* Prompt
Every line below should be copied out exactly.

* Supplied data
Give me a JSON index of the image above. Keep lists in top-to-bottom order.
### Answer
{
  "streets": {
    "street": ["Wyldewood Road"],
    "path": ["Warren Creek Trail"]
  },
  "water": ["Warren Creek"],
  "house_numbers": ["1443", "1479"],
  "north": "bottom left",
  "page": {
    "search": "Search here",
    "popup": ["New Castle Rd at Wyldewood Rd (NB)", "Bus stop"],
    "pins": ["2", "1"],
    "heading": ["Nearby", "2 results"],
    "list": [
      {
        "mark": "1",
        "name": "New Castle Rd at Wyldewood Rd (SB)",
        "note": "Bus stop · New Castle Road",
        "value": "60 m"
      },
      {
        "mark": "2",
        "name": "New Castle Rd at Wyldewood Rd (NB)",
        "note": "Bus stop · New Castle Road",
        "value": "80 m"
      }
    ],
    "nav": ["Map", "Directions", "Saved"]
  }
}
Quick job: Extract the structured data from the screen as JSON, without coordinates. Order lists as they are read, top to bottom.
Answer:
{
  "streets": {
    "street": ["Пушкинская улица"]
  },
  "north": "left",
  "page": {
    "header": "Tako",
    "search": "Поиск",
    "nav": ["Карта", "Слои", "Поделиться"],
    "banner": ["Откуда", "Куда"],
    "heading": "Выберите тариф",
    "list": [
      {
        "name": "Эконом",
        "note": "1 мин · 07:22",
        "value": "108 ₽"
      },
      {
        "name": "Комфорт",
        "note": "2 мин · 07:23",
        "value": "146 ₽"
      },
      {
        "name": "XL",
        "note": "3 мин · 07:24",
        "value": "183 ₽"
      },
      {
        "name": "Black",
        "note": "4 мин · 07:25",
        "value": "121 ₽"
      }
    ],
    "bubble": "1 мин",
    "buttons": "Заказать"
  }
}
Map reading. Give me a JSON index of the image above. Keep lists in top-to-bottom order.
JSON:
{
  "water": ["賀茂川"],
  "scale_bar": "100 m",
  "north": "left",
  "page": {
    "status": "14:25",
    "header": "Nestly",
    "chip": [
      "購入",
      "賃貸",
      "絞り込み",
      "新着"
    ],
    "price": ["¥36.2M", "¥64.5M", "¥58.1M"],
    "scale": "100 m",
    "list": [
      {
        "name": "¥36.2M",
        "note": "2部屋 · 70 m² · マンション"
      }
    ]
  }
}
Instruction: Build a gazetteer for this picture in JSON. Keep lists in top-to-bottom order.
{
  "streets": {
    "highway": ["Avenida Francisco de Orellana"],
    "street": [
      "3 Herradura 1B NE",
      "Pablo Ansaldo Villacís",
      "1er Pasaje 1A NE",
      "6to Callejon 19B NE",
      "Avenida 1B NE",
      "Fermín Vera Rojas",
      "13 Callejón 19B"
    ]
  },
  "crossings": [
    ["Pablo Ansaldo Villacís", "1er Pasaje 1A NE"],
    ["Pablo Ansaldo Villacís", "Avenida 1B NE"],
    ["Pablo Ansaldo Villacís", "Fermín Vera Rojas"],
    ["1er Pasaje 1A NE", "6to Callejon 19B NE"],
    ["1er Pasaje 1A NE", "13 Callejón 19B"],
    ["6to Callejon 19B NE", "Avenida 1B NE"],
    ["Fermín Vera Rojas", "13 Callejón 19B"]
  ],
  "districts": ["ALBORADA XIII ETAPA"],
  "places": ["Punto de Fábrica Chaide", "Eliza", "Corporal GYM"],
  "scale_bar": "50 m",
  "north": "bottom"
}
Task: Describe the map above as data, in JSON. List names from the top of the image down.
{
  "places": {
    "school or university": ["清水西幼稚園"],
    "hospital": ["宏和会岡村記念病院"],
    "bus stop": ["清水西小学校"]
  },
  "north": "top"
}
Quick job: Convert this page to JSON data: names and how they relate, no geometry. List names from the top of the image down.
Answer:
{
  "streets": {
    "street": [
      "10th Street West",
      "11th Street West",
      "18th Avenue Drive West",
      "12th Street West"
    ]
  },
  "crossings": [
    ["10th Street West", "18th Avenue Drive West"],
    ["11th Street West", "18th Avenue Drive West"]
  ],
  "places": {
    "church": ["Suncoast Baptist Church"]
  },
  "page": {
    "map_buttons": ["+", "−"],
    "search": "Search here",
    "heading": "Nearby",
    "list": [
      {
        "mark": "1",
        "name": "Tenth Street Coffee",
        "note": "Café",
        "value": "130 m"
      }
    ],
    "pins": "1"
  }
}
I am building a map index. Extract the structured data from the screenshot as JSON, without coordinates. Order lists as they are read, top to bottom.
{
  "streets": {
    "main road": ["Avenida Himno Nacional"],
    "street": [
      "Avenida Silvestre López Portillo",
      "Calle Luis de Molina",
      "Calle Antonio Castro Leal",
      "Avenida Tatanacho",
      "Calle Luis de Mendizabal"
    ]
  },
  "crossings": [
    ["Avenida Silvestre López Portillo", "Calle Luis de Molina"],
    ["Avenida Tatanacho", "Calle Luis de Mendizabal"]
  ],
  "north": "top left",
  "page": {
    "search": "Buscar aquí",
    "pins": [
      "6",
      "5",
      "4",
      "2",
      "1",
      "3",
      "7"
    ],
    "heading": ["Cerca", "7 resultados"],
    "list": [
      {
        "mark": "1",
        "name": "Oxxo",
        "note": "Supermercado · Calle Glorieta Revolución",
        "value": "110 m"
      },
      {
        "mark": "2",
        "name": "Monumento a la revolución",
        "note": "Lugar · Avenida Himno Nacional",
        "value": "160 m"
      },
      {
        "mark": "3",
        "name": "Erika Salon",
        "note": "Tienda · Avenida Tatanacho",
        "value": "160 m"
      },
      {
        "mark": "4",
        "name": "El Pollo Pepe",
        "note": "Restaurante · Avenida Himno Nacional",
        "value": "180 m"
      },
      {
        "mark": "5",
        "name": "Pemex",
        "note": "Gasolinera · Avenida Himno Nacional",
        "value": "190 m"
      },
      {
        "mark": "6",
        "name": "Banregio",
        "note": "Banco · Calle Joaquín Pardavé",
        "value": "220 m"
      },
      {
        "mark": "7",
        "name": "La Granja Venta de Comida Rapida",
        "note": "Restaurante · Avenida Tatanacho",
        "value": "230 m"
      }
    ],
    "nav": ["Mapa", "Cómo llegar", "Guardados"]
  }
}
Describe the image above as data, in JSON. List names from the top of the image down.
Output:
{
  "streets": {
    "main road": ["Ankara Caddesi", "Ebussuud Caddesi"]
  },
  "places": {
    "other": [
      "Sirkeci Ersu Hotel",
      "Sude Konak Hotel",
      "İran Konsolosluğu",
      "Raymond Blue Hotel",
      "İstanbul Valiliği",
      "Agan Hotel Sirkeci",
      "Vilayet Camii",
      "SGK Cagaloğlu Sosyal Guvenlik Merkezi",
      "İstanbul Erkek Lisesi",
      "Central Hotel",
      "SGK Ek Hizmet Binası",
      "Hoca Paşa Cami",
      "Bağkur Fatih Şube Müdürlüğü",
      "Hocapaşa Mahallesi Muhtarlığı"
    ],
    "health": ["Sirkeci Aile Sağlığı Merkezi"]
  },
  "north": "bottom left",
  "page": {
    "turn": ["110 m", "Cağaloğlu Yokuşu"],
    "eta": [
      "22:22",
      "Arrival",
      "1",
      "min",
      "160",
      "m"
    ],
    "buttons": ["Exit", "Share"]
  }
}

* Result below
Give me a JSON index of the image above. Keep lists in top-to-bottom order.
### Answer
{
  "streets": {
    "street": ["Wyldewood Road"],
    "path": ["Warren Creek Trail"]
  },
  "water": ["Warren Creek"],
  "house_numbers": ["1443", "1479"],
  "north": "bottom left",
  "page": {
    "search": "Search here",
    "popup": ["New Castle Rd at Wyldewood Rd (NB)", "Bus stop"],
    "pins": ["2", "1"],
    "heading": ["Nearby", "2 results"],
    "list": [
      {
        "mark": "1",
        "name": "New Castle Rd at Wyldewood Rd (SB)",
        "note": "Bus stop · New Castle Road",
        "value": "60 m"
      },
      {
        "mark": "2",
        "name": "New Castle Rd at Wyldewood Rd (NB)",
        "note": "Bus stop · New Castle Road",
        "value": "80 m"
      }
    ],
    "nav": ["Map", "Directions", "Saved"]
  }
}
Quick job: Extract the structured data from the screen as JSON, without coordinates. Order lists as they are read, top to bottom.
Answer:
{
  "streets": {
    "street": ["Пушкинская улица"]
  },
  "north": "left",
  "page": {
    "header": "Tako",
    "search": "Поиск",
    "nav": ["Карта", "Слои", "Поделиться"],
    "banner": ["Откуда", "Куда"],
    "heading": "Выберите тариф",
    "list": [
      {
        "name": "Эконом",
        "note": "1 мин · 07:22",
        "value": "108 ₽"
      },
      {
        "name": "Комфорт",
        "note": "2 мин · 07:23",
        "value": "146 ₽"
      },
      {
        "name": "XL",
        "note": "3 мин · 07:24",
        "value": "183 ₽"
      },
      {
        "name": "Black",
        "note": "4 мин · 07:25",
        "value": "121 ₽"
      }
    ],
    "bubble": "1 мин",
    "buttons": "Заказать"
  }
}
Map reading. Give me a JSON index of the image above. Keep lists in top-to-bottom order.
JSON:
{
  "water": ["賀茂川"],
  "scale_bar": "100 m",
  "north": "left",
  "page": {
    "status": "14:25",
    "header": "Nestly",
    "chip": [
      "購入",
      "賃貸",
      "絞り込み",
      "新着"
    ],
    "price": ["¥36.2M", "¥64.5M", "¥58.1M"],
    "scale": "100 m",
    "list": [
      {
        "name": "¥36.2M",
        "note": "2部屋 · 70 m² · マンション"
      }
    ]
  }
}
Instruction: Build a gazetteer for this picture in JSON. Keep lists in top-to-bottom order.
{
  "streets": {
    "highway": ["Avenida Francisco de Orellana"],
    "street": [
      "3 Herradura 1B NE",
      "Pablo Ansaldo Villacís",
      "1er Pasaje 1A NE",
      "6to Callejon 19B NE",
      "Avenida 1B NE",
      "Fermín Vera Rojas",
      "13 Callejón 19B"
    ]
  },
  "crossings": [
    ["Pablo Ansaldo Villacís", "1er Pasaje 1A NE"],
    ["Pablo Ansaldo Villacís", "Avenida 1B NE"],
    ["Pablo Ansaldo Villacís", "Fermín Vera Rojas"],
    ["1er Pasaje 1A NE", "6to Callejon 19B NE"],
    ["1er Pasaje 1A NE", "13 Callejón 19B"],
    ["6to Callejon 19B NE", "Avenida 1B NE"],
    ["Fermín Vera Rojas", "13 Callejón 19B"]
  ],
  "districts": ["ALBORADA XIII ETAPA"],
  "places": ["Punto de Fábrica Chaide", "Eliza", "Corporal GYM"],
  "scale_bar": "50 m",
  "north": "bottom"
}
Task: Describe the map above as data, in JSON. List names from the top of the image down.
{
  "places": {
    "school or university": ["清水西幼稚園"],
    "hospital": ["宏和会岡村記念病院"],
    "bus stop": ["清水西小学校"]
  },
  "north": "top"
}
Quick job: Convert this page to JSON data: names and how they relate, no geometry. List names from the top of the image down.
Answer:
{
  "streets": {
    "street": [
      "10th Street West",
      "11th Street West",
      "18th Avenue Drive West",
      "12th Street West"
    ]
  },
  "crossings": [
    ["10th Street West", "18th Avenue Drive West"],
    ["11th Street West", "18th Avenue Drive West"]
  ],
  "places": {
    "church": ["Suncoast Baptist Church"]
  },
  "page": {
    "map_buttons": ["+", "−"],
    "search": "Search here",
    "heading": "Nearby",
    "list": [
      {
        "mark": "1",
        "name": "Tenth Street Coffee",
        "note": "Café",
        "value": "130 m"
      }
    ],
    "pins": "1"
  }
}
I am building a map index. Extract the structured data from the screenshot as JSON, without coordinates. Order lists as they are read, top to bottom.
{
  "streets": {
    "main road": ["Avenida Himno Nacional"],
    "street": [
      "Avenida Silvestre López Portillo",
      "Calle Luis de Molina",
      "Calle Antonio Castro Leal",
      "Avenida Tatanacho",
      "Calle Luis de Mendizabal"
    ]
  },
  "crossings": [
    ["Avenida Silvestre López Portillo", "Calle Luis de Molina"],
    ["Avenida Tatanacho", "Calle Luis de Mendizabal"]
  ],
  "north": "top left",
  "page": {
    "search": "Buscar aquí",
    "pins": [
      "6",
      "5",
      "4",
      "2",
      "1",
      "3",
      "7"
    ],
    "heading": ["Cerca", "7 resultados"],
    "list": [
      {
        "mark": "1",
        "name": "Oxxo",
        "note": "Supermercado · Calle Glorieta Revolución",
        "value": "110 m"
      },
      {
        "mark": "2",
        "name": "Monumento a la revolución",
        "note": "Lugar · Avenida Himno Nacional",
        "value": "160 m"
      },
      {
        "mark": "3",
        "name": "Erika Salon",
        "note": "Tienda · Avenida Tatanacho",
        "value": "160 m"
      },
      {
        "mark": "4",
        "name": "El Pollo Pepe",
        "note": "Restaurante · Avenida Himno Nacional",
        "value": "180 m"
      },
      {
        "mark": "5",
        "name": "Pemex",
        "note": "Gasolinera · Avenida Himno Nacional",
        "value": "190 m"
      },
      {
        "mark": "6",
        "name": "Banregio",
        "note": "Banco · Calle Joaquín Pardavé",
        "value": "220 m"
      },
      {
        "mark": "7",
        "name": "La Granja Venta de Comida Rapida",
        "note": "Restaurante · Avenida Tatanacho",
        "value": "230 m"
      }
    ],
    "nav": ["Mapa", "Cómo llegar", "Guardados"]
  }
}
Describe the image above as data, in JSON. List names from the top of the image down.
Output:
{
  "streets": {
    "main road": ["Ankara Caddesi", "Ebussuud Caddesi"]
  },
  "places": {
    "other": [
      "Sirkeci Ersu Hotel",
      "Sude Konak Hotel",
      "İran Konsolosluğu",
      "Raymond Blue Hotel",
      "İstanbul Valiliği",
      "Agan Hotel Sirkeci",
      "Vilayet Camii",
      "SGK Cagaloğlu Sosyal Guvenlik Merkezi",
      "İstanbul Erkek Lisesi",
      "Central Hotel",
      "SGK Ek Hizmet Binası",
      "Hoca Paşa Cami",
      "Bağkur Fatih Şube Müdürlüğü",
      "Hocapaşa Mahallesi Muhtarlığı"
    ],
    "health": ["Sirkeci Aile Sağlığı Merkezi"]
  },
  "north": "bottom left",
  "page": {
    "turn": ["110 m", "Cağaloğlu Yokuşu"],
    "eta": [
      "22:22",
      "Arrival",
      "1",
      "min",
      "160",
      "m"
    ],
    "buttons": ["Exit", "Share"]
  }
}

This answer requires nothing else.